The Boston school choice mechanism (pre-reform) penalized parents who listed popular schools if they weren't high-priority. Explain why this is not strategy-proof and how deferred acceptance fixes it.
The Myerson-Satterthwaite theorem says efficient bilateral trade is impossible with private information. Yet eBay, Craigslist, and used car markets facilitate millions of trades daily. How do these institutions mitigate the impossibility result?
Challenge
Derive the optimal reserve price for a second-price auction with $n$ bidders whose values are drawn i.i.d. from $U[0, 1]$. Show that the reserve is \$1/2$ regardless of $n$. What is the expected revenue as a function of $n$?

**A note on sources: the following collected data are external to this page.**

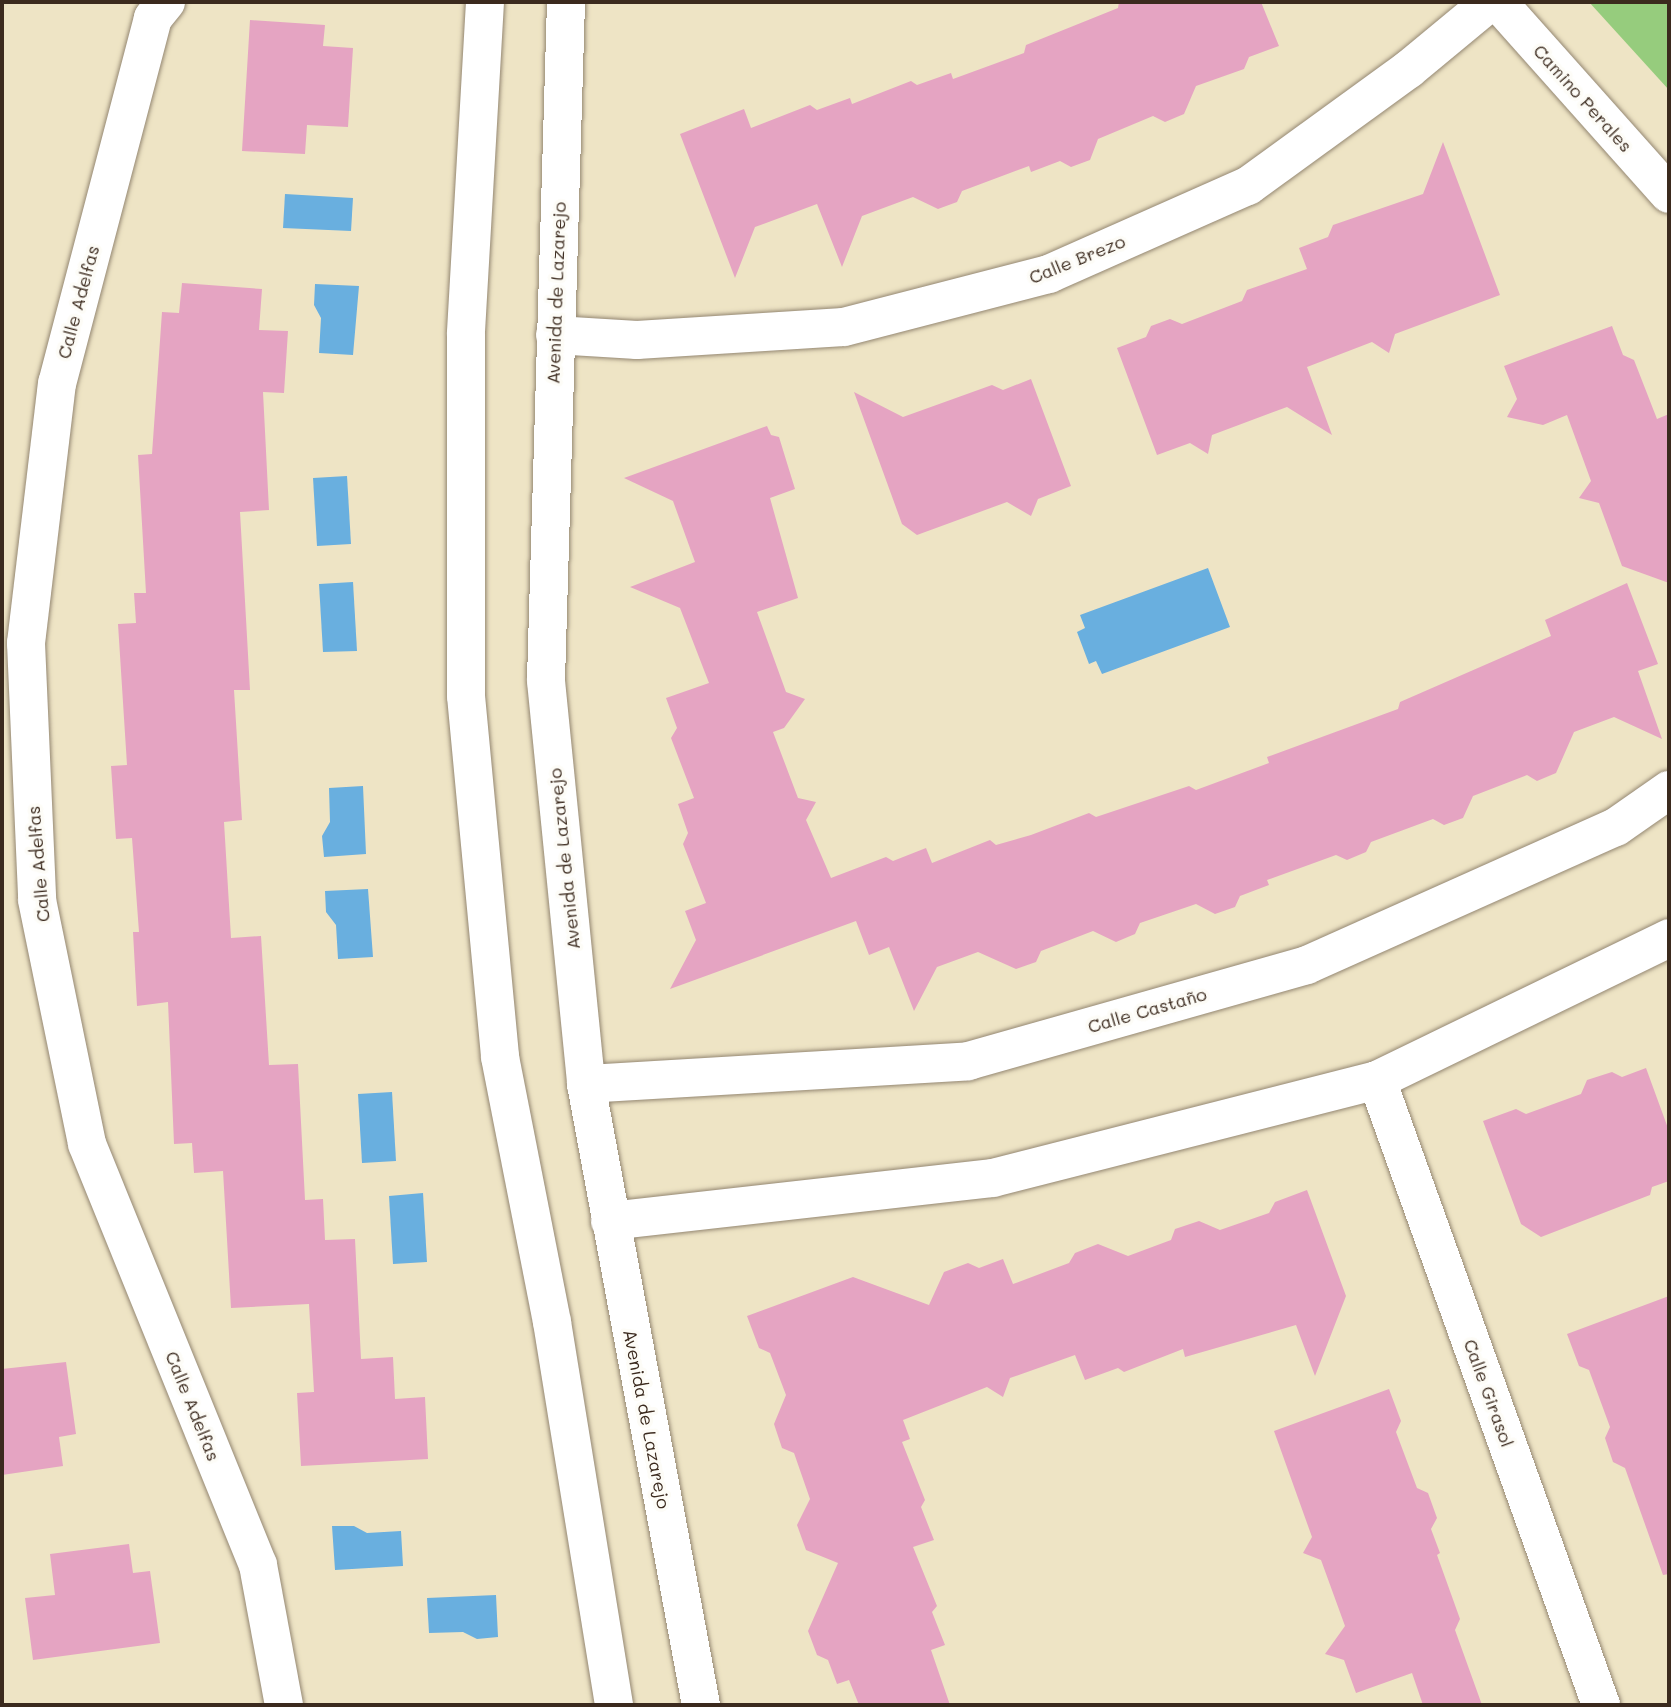 <!DOCTYPE html>
<meta charset="utf-8">
<style>
body{margin:0}
#map{position:relative;width:1671px;height:1707px;overflow:hidden;background:#eee4c5;font-family:Mali,sans-serif}
div>[style]{position:absolute}
.green>*{inset:0;background:#96cc7d}
.water>*{inset:0;background:#69afdf}
.building>*{inset:0;background:#e5a4c2}
.roads{filter:drop-shadow(0 0 2px #948772) drop-shadow(0 0 2px #948772)}
.street>*{height:38px;margin:-19px;padding:0 19px;transform-origin:19px;border-radius:19px;background:#fff}
span{translate:-50% -50%;white-space:nowrap;text-align:center;line-height:1.15;-webkit-text-stroke:7px #fdfcf7;paint-order:stroke}
.street-label{font-size:18px;color:#3b2a1e}
.frame{position:absolute;inset:0;border:4px solid #3b2a1e;pointer-events:none}
</style>
<div id="map">
<div class="green">
<i style="clip-path:polygon(1589px 2px,1669px 2px,1669px 90px)"></i>
</div>
<div class="water">
<i style="clip-path:polygon(285px 194px,353px 198px,351px 231px,283px 228px)"></i>
<i style="clip-path:polygon(315px 284px,359px 286px,353px 355px,319px 353px,321px 318px,314px 305px)"></i>
<i style="clip-path:polygon(347px 476px,351px 544px,317px 546px,313px 478px)"></i>
<i style="clip-path:polygon(1208px 568px,1230px 627px,1102px 674px,1096px 661px,1089px 664px,1077px 632px,1085px 628px,1080px 615px)"></i>
<i style="clip-path:polygon(353px 582px,357px 651px,323px 652px,319px 584px)"></i>
<i style="clip-path:polygon(363px 786px,366px 854px,324px 857px,322px 836px,330px 822px,329px 788px)"></i>
<i style="clip-path:polygon(368px 889px,373px 957px,338px 959px,336px 925px,326px 912px,325px 891px)"></i>
<i style="clip-path:polygon(392px 1092px,396px 1161px,362px 1163px,358px 1094px)"></i>
<i style="clip-path:polygon(423px 1193px,427px 1262px,393px 1264px,389px 1196px)"></i>
<i style="clip-path:polygon(332px 1526px,354px 1526px,367px 1533px,401px 1531px,403px 1566px,335px 1570px)"></i>
<i style="clip-path:polygon(496px 1595px,498px 1637px,477px 1639px,463px 1632px,429px 1633px,427px 1598px)"></i>
</div>
<div class="building">
<i style="clip-path:polygon(1119px 2px,1261px 2px,1279px 46px,1249px 57px,1244px 69px,1196px 86px,1184px 114px,1165px 122px,1153px 116px,1098px 139px,1090px 160px,1071px 167px,1060px 161px,1031px 172px,1029px 166px,962px 191px,957px 202px,938px 209px,913px 197px,862px 216px,842px 267px,817px 204px,755px 227px,735px 278px,680px 134px,744px 109px,751px 128px,810px 105px,817px 110px,850px 98px,852px 104px,911px 81px,917px 85px,951px 73px,953px 79px,1024px 53px,1026px 45px,1118px 8px)"></i>
<i style="clip-path:polygon(250px 20px,325px 25px,323px 46px,353px 48px,348px 127px,307px 125px,305px 154px,242px 151px)"></i>
<i style="clip-path:polygon(1443px 142px,1500px 295px,1395px 334px,1389px 353px,1372px 342px,1307px 367px,1332px 435px,1287px 407px,1212px 435px,1208px 454px,1190px 443px,1157px 455px,1117px 348px,1146px 337px,1151px 326px,1170px 319px,1182px 324px,1242px 301px,1247px 290px,1307px 269px,1299px 248px,1328px 237px,1333px 225px,1423px 194px)"></i>
<i style="clip-path:polygon(182px 283px,262px 289px,259px 330px,288px 331px,284px 393px,263px 392px,269px 510px,240px 512px,250px 690px,234px 690px,242px 820px,224px 822px,231px 938px,261px 936px,269px 1065px,298px 1064px,305px 1200px,323px 1199px,325px 1240px,355px 1239px,361px 1359px,393px 1357px,395px 1399px,425px 1397px,428px 1459px,301px 1466px,297px 1393px,314px 1392px,309px 1304px,231px 1308px,223px 1171px,194px 1173px,192px 1143px,174px 1144px,168px 1002px,137px 1006px,133px 932px,139px 932px,132px 838px,116px 839px,111px 766px,127px 765px,118px 624px,136px 623px,134px 593px,146px 593px,138px 455px,152px 454px,162px 312px,179px 313px)"></i>
<i style="clip-path:polygon(1612px 326px,1623px 355px,1634px 360px,1657px 419px,1669px 414px,1669px 583px,1622px 566px,1599px 503px,1579px 498px,1591px 481px,1567px 415px,1543px 425px,1507px 417px,1517px 399px,1504px 366px)"></i>
<i style="clip-path:polygon(1031px 379px,1071px 486px,1038px 499px,1031px 516px,1007px 502px,917px 535px,902px 524px,854px 392px,903px 417px,992px 385px,1003px 390px)"></i>
<i style="clip-path:polygon(767px 426px,771px 435px,779px 437px,795px 489px,770px 498px,798px 598px,757px 612px,786px 692px,805px 699px,784px 728px,773px 732px,798px 798px,816px 802px,806px 820px,831px 878px,886px 857px,893px 861px,926px 848px,932px 863px,990px 840px,996px 845px,1031px 835px,1089px 813px,1096px 817px,1189px 786px,1196px 790px,1269px 763px,1267px 757px,1398px 709px,1400px 702px,1551px 636px,1545px 620px,1627px 583px,1658px 664px,1638px 671px,1662px 739px,1614px 717px,1574px 732px,1556px 773px,1537px 781px,1527px 775px,1473px 796px,1463px 818px,1444px 825px,1433px 819px,1371px 842px,1366px 852px,1347px 860px,1336px 855px,1267px 880px,1269px 885px,1240px 896px,1235px 907px,1215px 914px,1196px 904px,1140px 923px,1135px 934px,1116px 942px,1093px 931px,1041px 951px,1036px 962px,1016px 969px,978px 952px,937px 967px,914px 1011px,889px 947px,869px 955px,856px 921px,670px 989px,696px 940px,685px 911px,706px 903px,683px 844px,688px 833px,678px 804px,694px 798px,671px 738px,677px 728px,666px 698px,709px 683px,680px 608px,630px 587px,695px 562px,673px 501px,624px 478px)"></i>
<i style="clip-path:polygon(1646px 1068px,1669px 1131px,1669px 1181px,1652px 1187px,1650px 1195px,1541px 1237px,1521px 1224px,1483px 1121px,1516px 1109px,1526px 1114px,1581px 1094px,1587px 1080px,1612px 1072px,1622px 1077px)"></i>
<i style="clip-path:polygon(1307px 1190px,1346px 1296px,1315px 1376px,1296px 1325px,1185px 1357px,1183px 1349px,1124px 1372px,1118px 1368px,1085px 1380px,1075px 1355px,1010px 1378px,1003px 1397px,987px 1387px,903px 1420px,910px 1439px,902px 1442px,925px 1500px,921px 1507px,934px 1540px,913px 1547px,937px 1606px,932px 1612px,945px 1645px,931px 1650px,950px 1705px,859px 1705px,849px 1680px,837px 1684px,828px 1660px,817px 1655px,808px 1631px,838px 1563px,806px 1550px,797px 1525px,810px 1499px,794px 1453px,782px 1448px,774px 1424px,786px 1395px,770px 1353px,759px 1348px,747px 1316px,853px 1277px,929px 1305px,944px 1272px,968px 1263px,979px 1268px,1003px 1259px,1013px 1284px,1069px 1263px,1075px 1253px,1098px 1244px,1128px 1256px,1171px 1240px,1175px 1229px,1199px 1221px,1220px 1230px,1269px 1213px,1275px 1202px)"></i>
<i style="clip-path:polygon(1669px 1296px,1669px 1574px,1663px 1575px,1625px 1468px,1613px 1462px,1605px 1438px,1610px 1427px,1589px 1370px,1579px 1366px,1567px 1334px)"></i>
<i style="clip-path:polygon(66px 1362px,76px 1434px,59px 1437px,63px 1466px,2px 1475px,2px 1369px)"></i>
<i style="clip-path:polygon(1389px 1389px,1401px 1421px,1396px 1432px,1417px 1488px,1428px 1493px,1437px 1518px,1431px 1529px,1440px 1553px,1437px 1555px,1460px 1619px,1455px 1630px,1482px 1705px,1423px 1705px,1412px 1673px,1356px 1693px,1344px 1660px,1325px 1654px,1345px 1626px,1321px 1560px,1303px 1553px,1312px 1537px,1274px 1431px)"></i>
<i style="clip-path:polygon(129px 1544px,133px 1573px,150px 1571px,160px 1643px,33px 1660px,25px 1598px,55px 1595px,50px 1554px)"></i>
</div>
<div class="roads">
<div class="street">
<i style="left:166px;top:2px;width:21px;rotate:129deg"></i>
<i style="left:153px;top:18px;width:377px;rotate:104.7deg"></i>
<i style="left:57px;top:383px;width:262px;rotate:96.8deg"></i>
<i style="left:26px;top:643px;width:257px;rotate:87.5deg"></i>
<i style="left:37px;top:900px;width:249px;rotate:78.4deg"></i>
<i style="left:87px;top:1144px;width:454px;rotate:67.9deg"></i>
<i style="left:258px;top:1565px;width:142px;rotate:79.5deg"></i>
<i style="left:485px;top:2px;width:333px;rotate:93.3deg"></i>
<i style="left:466px;top:334px;width:362px;rotate:90deg"></i>
<i style="left:466px;top:696px;width:363px;rotate:84.6deg"></i>
<i style="left:500px;top:1057px;width:270px;rotate:78.9deg"></i>
<i style="left:552px;top:1322px;width:388px;rotate:80.8deg"></i>
<i style="left:566px;top:2px;width:679px;rotate:91.69deg"></i>
<i style="left:546px;top:681px;width:405px;rotate:84.3deg"></i>
<i style="left:586px;top:1084px;width:632px;rotate:79.51deg"></i>
<i style="left:1498px;top:2px;width:257px;rotate:48.3deg"></i>
<i style="left:555px;top:335px;width:82px;rotate:3.5deg"></i>
<i style="left:637px;top:340px;width:207px;rotate:-3.6deg"></i>
<i style="left:844px;top:327px;width:212px;rotate:-14.5deg"></i>
<i style="left:1049px;top:274px;width:218px;rotate:-23.9deg"></i>
<i style="left:1248px;top:186px;width:199px;rotate:-36deg"></i>
<i style="left:1409px;top:69px;width:105px;rotate:-39.6deg"></i>
<i style="left:1377px;top:1080px;width:664px;rotate:70.28deg"></i>
<i style="left:586px;top:1084px;width:383px;rotate:-3.4deg"></i>
<i style="left:968px;top:1061px;width:352px;rotate:-15.8deg"></i>
<i style="left:1307px;top:965px;width:338px;rotate:-24.1deg"></i>
<i style="left:1616px;top:827px;width:65px;rotate:-34.9deg"></i>
<i style="left:610px;top:1221px;width:385px;rotate:-6.4deg"></i>
<i style="left:993px;top:1178px;width:396px;rotate:-14.3deg"></i>
<i style="left:1377px;top:1080px;width:325px;rotate:-25.9deg"></i>
</div>
</div>
<div class="street-label">
<span style="left:1583px;top:98px;rotate:48deg">Camino Perales</span>
<span style="left:1077px;top:259px;rotate:-22deg">Calle Brezo</span>
<span style="left:556px;top:293px;rotate:-88deg">Avenida de Lazarejo</span>
<span style="left:78px;top:302px;rotate:-75deg">Calle Adelfas</span>
<span style="left:564px;top:859px;rotate:-96deg">Avenida de Lazarejo</span>
<span style="left:38px;top:864px;rotate:-95deg">Calle Adelfas</span>
<span style="left:1147px;top:1010px;rotate:-16deg">Calle Castaño</span>
<span style="left:1489px;top:1393px;rotate:70deg">Calle Girasol</span>
<span style="left:193px;top:1406px;rotate:68deg">Calle Adelfas</span>
<span style="left:647px;top:1419px;rotate:79deg">Avenida de Lazarejo</span>
</div>
<div class="frame"></div>
</div>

Prove that the Gale-Shapley algorithm produces a stable matching. (Hint: suppose there exists a blocking pair. Show this leads to a contradiction with the algorithm's rejection logic.)
A seller has two identical items and three bidders with values $v_1 > v_2 > v_3$. Design a VCG mechanism for this multi-unit auction. What does each winner pay?
Consider a matching market where one side has strict preferences but the other side is indifferent among some matches (ties). Does Gale-Shapley still produce a stable matching? If ties are broken randomly, is the result unique?